Monthly Film Bulletin - Nov 1980 - Vol. 47 No. 562

Shine On...and Out

(The Shining has been dwindling fast since it was released in the U.S. earlier this year. A two-minute sequence was deleted from the end of the film in the first weeks of its run. After playing to generally bad reviews and erratic box-office in America, the film was preview-tested before its opening in London and a further twenty-five minutes were cut. What follows is a catalogue of those cuts and one or two notes on their significance.)

(1) After the first scene with Wendy and Danny Torrance in their Boulder apartment, the film cuts back to Jack being interviewed at the Overlook Hotel. The initial stage of this conversation has been cut. Jack is introduced to the other hotel official, Bill Watson, as a schoolteacher. He protests that he was formerly a teacher but is now a writer; that teaching is only a way of "making ends meet". He claims he is looking for a change. The manager, Ullman, explains that the Overlook is closed every winter from the end of October to the following May, because of the prohibitive cost of keeping the road to the Sidewinder pass open. He comments that the hotel site was chosen for its seclusion and beauty.

(2) When Danny, in the Boulder apartment, first 'sees' the Grady twins, he blacks out. His subsequent examination by a doctor (Anne Jackson) has been cut.
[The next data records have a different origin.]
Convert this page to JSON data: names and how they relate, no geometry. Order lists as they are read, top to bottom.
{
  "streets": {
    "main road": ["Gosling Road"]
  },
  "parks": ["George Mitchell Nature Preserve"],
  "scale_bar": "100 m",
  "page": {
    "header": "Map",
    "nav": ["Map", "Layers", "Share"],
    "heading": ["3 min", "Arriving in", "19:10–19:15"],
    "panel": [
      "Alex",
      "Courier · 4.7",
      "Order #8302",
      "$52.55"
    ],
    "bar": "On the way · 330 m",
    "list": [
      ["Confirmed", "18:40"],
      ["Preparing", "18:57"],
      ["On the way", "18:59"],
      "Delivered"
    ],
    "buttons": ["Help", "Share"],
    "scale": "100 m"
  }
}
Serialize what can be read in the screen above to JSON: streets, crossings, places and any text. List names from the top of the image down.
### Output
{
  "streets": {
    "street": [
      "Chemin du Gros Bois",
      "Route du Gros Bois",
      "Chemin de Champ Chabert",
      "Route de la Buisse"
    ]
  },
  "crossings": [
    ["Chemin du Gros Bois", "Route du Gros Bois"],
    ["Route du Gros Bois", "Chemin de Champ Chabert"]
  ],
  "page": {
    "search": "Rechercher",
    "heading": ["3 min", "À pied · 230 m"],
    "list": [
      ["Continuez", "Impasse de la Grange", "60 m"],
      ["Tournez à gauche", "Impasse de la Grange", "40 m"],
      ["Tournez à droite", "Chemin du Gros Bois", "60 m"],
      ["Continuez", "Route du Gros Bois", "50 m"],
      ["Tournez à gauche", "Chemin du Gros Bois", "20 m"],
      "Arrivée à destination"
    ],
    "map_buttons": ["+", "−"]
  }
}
He reveals that just before his black-out he was talking to the 'friend', Tony, who lives in his mouth and tells him things. The doctor subsequently tries to reassure Wendy that nothing is wrong with Danny. Wendy reveals that they moved from Vermont, where Jack was a schoolteacher, and that Danny first started talking to Tony after an accident in which Jack dislocated the boy's shoulder in a drunken fit of temper. Jack swore never to touch alcohol again. As the film now stands, Jack's drinking problem has to be assumed, and the incident with Danny is not mentioned until halfway through.
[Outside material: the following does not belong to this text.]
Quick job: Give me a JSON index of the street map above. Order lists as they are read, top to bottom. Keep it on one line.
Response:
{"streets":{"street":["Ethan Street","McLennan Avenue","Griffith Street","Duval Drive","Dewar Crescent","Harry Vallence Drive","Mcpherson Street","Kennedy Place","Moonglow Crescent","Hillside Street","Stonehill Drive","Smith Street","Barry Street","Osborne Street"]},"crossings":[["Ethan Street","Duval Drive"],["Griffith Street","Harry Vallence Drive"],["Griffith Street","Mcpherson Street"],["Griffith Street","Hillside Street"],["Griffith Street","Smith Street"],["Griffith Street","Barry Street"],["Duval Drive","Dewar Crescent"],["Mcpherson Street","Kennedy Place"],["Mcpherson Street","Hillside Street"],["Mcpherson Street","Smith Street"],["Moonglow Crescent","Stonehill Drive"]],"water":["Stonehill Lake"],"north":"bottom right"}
(3) During their tour of the Overlook with Ullman, Jack and Wendy are introduced to the Colorado Lounge. The rest of this sequence has been cut. Wendy asks if the Indian designs are authentic, and UlIman comments that they are based on Navajo and Apache motifs. He then talks of the hotel's "illustrious past": as a stopping place for the jet set, for four presidents, lots of movie stars and "all the best people".

(4) The beginning of the scene where Ullman shows Jack and Wendy the hotel grounds has been cut. He indicates "our famous hedge maze" and warns them not to go in unless they have an hour to spare to find their way out.

(5) Back inside the hotel, a good deal of material has been cut leading up to Dick Hallorann's first appearance. Ullman shows off "The Gold Room" (where Jack will later repair for a drink from the phantom barman Lloyd). When Wendy comments that "we could really have a good party in this room", Ullman reveals that all the liquor has been removed from the premises for the winter in order to reduce the insurance. Jack states, "We don't drink". Hallorann is then introduced, and Jack, being overweeningly polite as in his earlier interview, introduces his wife as "Winifred", apparently her full name. [On the question of names, one might note that the previous caretaker, Grady, is first referred to as Charles, but in his later scene with Jack, refers to himself as Delbert.] The secretary, Susie, then appears, having found Danny outside the games room. Jack asks him if he got tired of "bombing the universe". UlIman then leaves with Jack, and Hallorann is left to show Wendy the kitchen. Hallorann asks if she is "a Winnie or a Freddie" and she tells him that she's known as Wendy.

(6) Part of Danny's conversation alone with Hallorann has been cut. Danny asks if he is scared of the Overlook, and he replies that he isn't but that "some places are like people, some shine and some don't. I guess you could say the Overlook Hotel here has something about it that's like shining".

(7) The end of the Torrances' first scene in the hotel, when Wendy brings Jack his breakfast, has been cut. Jack comments that he has never been as happy or comfortable anywhere as in the Overlook. Wendy reveals that she thought the place was "kinda scarey" when they first arrived. Jack replies that he fell in love with it straight away; that when he came for his interview, he felt he had been there before and he knew what was going to be around every corner.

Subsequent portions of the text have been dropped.